Daraus resümierte Gius, dass die Digitalen Geisteswissenschaften durchaus eine Wissenschaft sind, wenn auch eine stark methodenorientierte, und das die Zukunft der Disziplin gemeinsam mit den traditionellen geisteswissenschaftlichen Fächern ausgelotet werden müsse.
Diese beiden Impulsvorträge formten sozusagen die beiden Seiten des “Diskussionsringes”, in denen sich die Diskutant:innen in der darauffolgenden Podiumsdiskussion gegenüberstehen sollten – Digitale Geisteswissenschaften als Methodenaggregat, dessen Zukunft in der Integration in die einzelnen Disziplinen liegt, auf der einen Seite und Digitale Geisteswissenschaften als Wissenschaft, die über die Maßen stark methodenbasiert ist, auf der anderen Seite. Sollten, wohlgemerkt… Denn wie bereits erwähnt, offenbarte sich in der Diskussion eine institutionelle Komponente, die zwar im universitären Kontext eine durchaus wichtige ist, im Rahmen der Diskussion aber zur Folge hatte, dass sich die Diskutant:innen nicht auf selber Ebene begegnen konnten. Aber ich sollte nichts vorwegnehmen.
Die Podiumsdiskussion
Neben den beiden Referentinnen der Impulsvorträge nahmen an der Diskussion noch Dr. Luise Borek (Mediävistin und Germanistische Computerphilologin an der TU Darmstadt, im Sommer 2022 Vertretungsprofessorin in Graz), Dr. Johannes Kepper (Musikwissenschafter am musikwissenschaftlichen Seminar Detmold/Paderborn) und Prof. Dr. Walter – wie er selbst angab in seiner Rolle als Dekan – teil. Diese drei hatten zu Beginn die Möglichkeit in fünfminütigen Eröffnungsstatements ihre Stellung darzulegen.

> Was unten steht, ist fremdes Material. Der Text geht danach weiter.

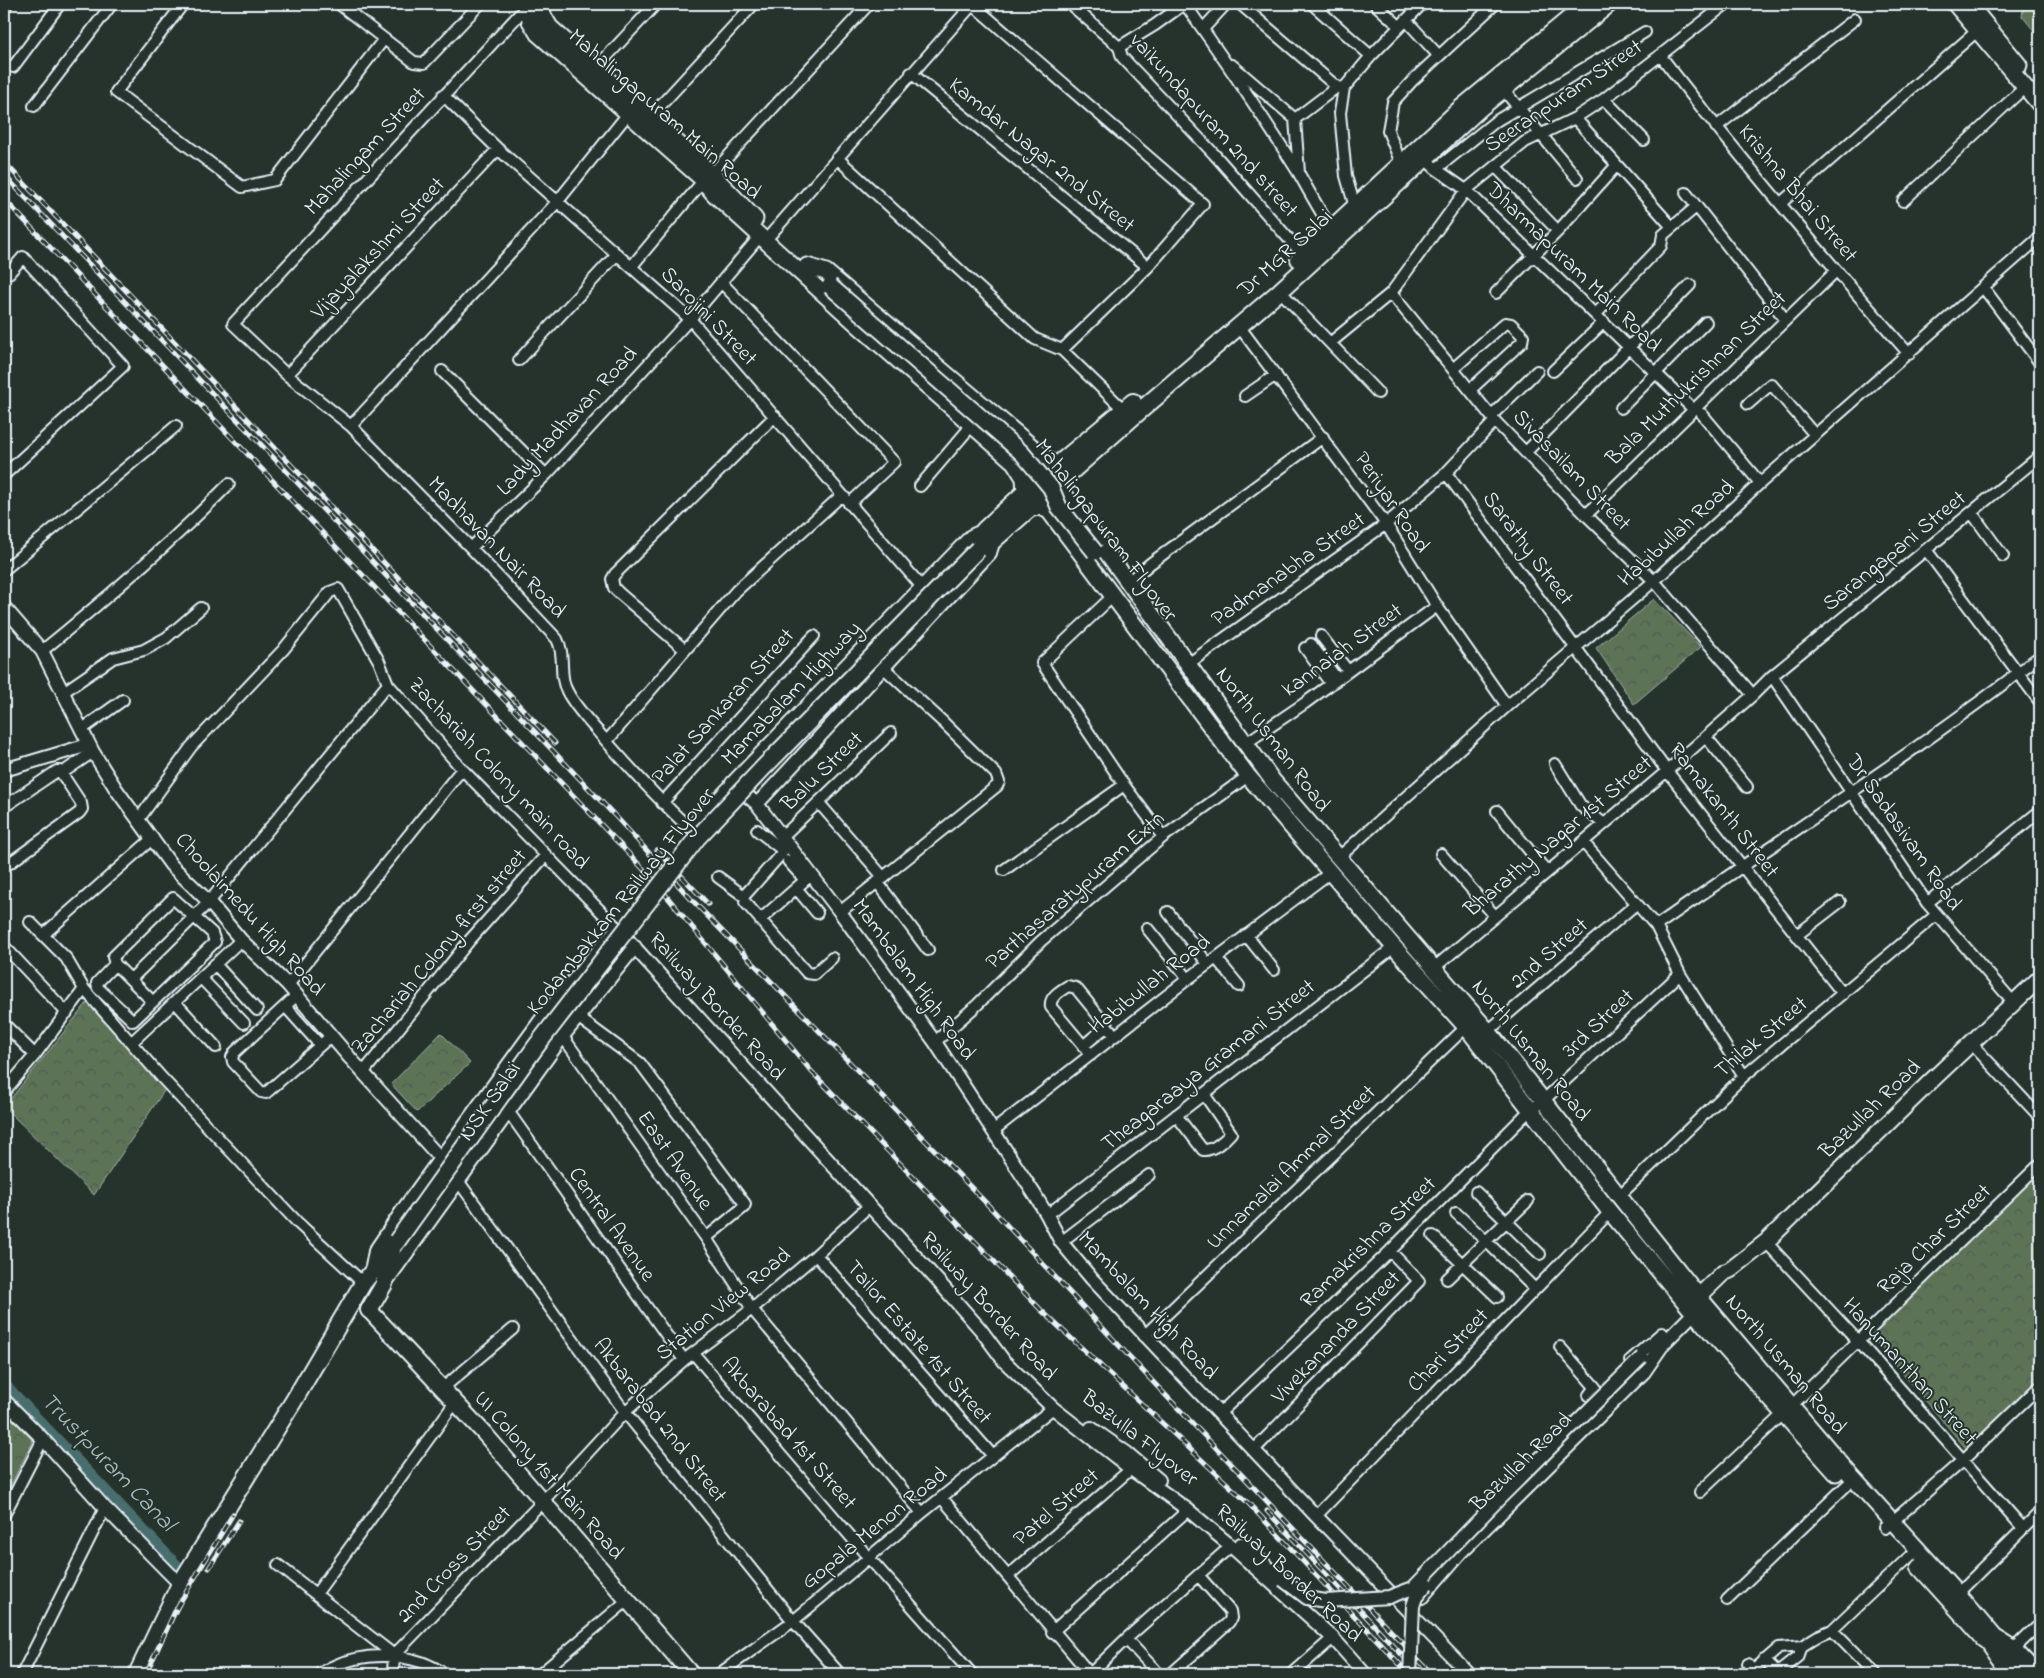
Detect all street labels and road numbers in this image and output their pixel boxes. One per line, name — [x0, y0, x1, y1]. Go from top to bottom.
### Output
street label: Mahalingapuram Main Road — [560, 22, 768, 209]
street label: vaikundapuram 2nd street — [1121, 26, 1305, 226]
street label: Seeranpuram Street — [1479, 32, 1650, 162]
street label: Kamdar Nagar 2nd Street — [940, 71, 1142, 243]
street label: Mahalingam Street — [298, 80, 435, 224]
street label: Krishna Bhai Street — [1729, 118, 1865, 271]
street label: Vijayalakshmi Street — [304, 170, 455, 329]
street label: Dharmapuram Main Road — [1477, 175, 1668, 361]
street label: Dr MGR Salai — [1230, 202, 1341, 306]
street label: Sarojini Street — [652, 260, 764, 375]
street label: Bala Muthukrishnan Street — [1599, 284, 1795, 475]
street label: Lady Madhavan Road — [490, 340, 647, 505]
street label: Sivasailam Street — [1504, 403, 1638, 540]
street label: Mahalingapuram Flyover — [1025, 433, 1185, 630]
street label: Periyar Road — [1344, 446, 1437, 561]
street label: Madhavan Nair Road — [419, 469, 573, 627]
street label: Habibullah Road — [1612, 473, 1742, 595]
street label: Sarangapani Street — [1816, 484, 1975, 621]
street label: Sarathy Street — [1473, 485, 1581, 614]
street label: Padmanabha Street — [1205, 504, 1373, 635]
street label: kannaiah Street — [1276, 596, 1410, 706]
street label: Mamabalam Highway — [714, 614, 870, 774]
street label: Palat Sankaran Street — [645, 621, 803, 792]
street label: North Usman Road — [1207, 661, 1337, 819]
street label: Zachariah Colony main road — [399, 670, 596, 878]
street label: Balu Street — [774, 724, 872, 820]
street label: Ramakanth Street — [1660, 736, 1787, 886]
street label: Dr Sadasivam Road — [1836, 747, 1969, 918]
street label: Bharathy Nagar 1st Street — [1457, 748, 1661, 927]
street label: Kodambakkam Railway Flyover — [520, 781, 725, 1023]
street label: Parthasaratypuram Extn — [979, 804, 1173, 979]
street label: Choolaimedu High Road — [166, 826, 332, 1005]
street label: Zachariah Colony first street — [344, 842, 537, 1062]
street label: Mambalam High Road — [842, 892, 983, 1068]
street label: 2nd Street — [1504, 910, 1597, 997]
street label: Railway Border Road — [639, 925, 792, 1089]
street label: Habibullah Road — [1082, 927, 1218, 1043]
street label: Theagaraaya Gramani Street — [1095, 972, 1324, 1161]
street label: North Usman Road — [1463, 973, 1597, 1129]
street label: 3rd Street — [1555, 981, 1643, 1066]
street label: Thilak Street — [1708, 989, 1816, 1087]
street label: Bazullah Road — [1812, 1053, 1929, 1168]
street label: NSK Salai — [452, 1056, 530, 1148]
street label: Unnamalai Ammal Street — [1200, 1078, 1385, 1258]
street label: East Avenue — [628, 1105, 720, 1217]
street label: Central Avenue — [560, 1161, 663, 1289]
street label: Ramakrishna Street — [1294, 1169, 1445, 1317]
street label: Raja Char Street — [1871, 1177, 2000, 1303]
street label: Mambalam High Road — [1069, 1224, 1225, 1388]
street label: Railway Border Road — [911, 1225, 1064, 1389]
street label: Station View Road — [650, 1240, 798, 1370]
street label: Tailor Estate 1st Street — [837, 1254, 999, 1433]
street label: Vivekananda Street — [1264, 1264, 1410, 1413]
street label: North Usman Road — [1717, 1288, 1853, 1442]
street label: Hanumanthan Street — [1834, 1291, 1985, 1454]
street label: Chari Street — [1401, 1301, 1498, 1400]
street label: Akbarabad 2nd Street — [584, 1332, 734, 1511]
street label: Akbarabad 1st Street — [713, 1351, 864, 1518]
street label: Bazulla Flyover — [1072, 1382, 1205, 1496]
street label: UI Colony 1st Main Road — [464, 1384, 631, 1569]
street label: Bazullah Road — [1463, 1406, 1580, 1521]
street label: Gopala Menon Road — [795, 1460, 955, 1598]
street label: Patel Street — [1007, 1461, 1108, 1555]
street label: Railway Border Road — [1206, 1497, 1369, 1652]
street label: 2nd Cross Street — [390, 1498, 520, 1631]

So stellte Borek klar, dass sie – wie Gius -, die DH sowohl als Werkzeug als auch als Wissenschaft bzw. als Kombination aus beidem versteht, in denen außerdem zwischen traditionellen und digitalen Methoden vermittelt und letztere kritisch hinterfragt und evaluiert werden. Sie hob zudem das große Potential der digitalen Geisteswissenschaften hervor, die Zukunft der Geisteswissenschaften aktiv mitgestalten zu können. Auch Kepper wies auf die Notwendigkeit und Wichtigkeit der Vermittler:innenrolle hin, die den digitalen Geisteswissenschaften inhärent ist. Insbesondere in einer Zeit, in der Forschungsanträge nur zu gern mit dem Schlagwort “Digitalisierung” gewürzt werden, ohne dass groß ein Gedanke an die konkrete Umsetzung verschwendet wird. Digitalisierung ist momentan eben der – entschuldigen Sie die Wortwahl – heiße Scheiß. Sie kann diesem Hype aber nur gerecht werden, wenn sie kompetent umgesetzt wird. Borek und Kepper lassen sich also, wie Gius, klar auf der „Ringseite“ Digitale Geisteswissenschaften sind eine Wissenschaft, sind ein Fach verorten.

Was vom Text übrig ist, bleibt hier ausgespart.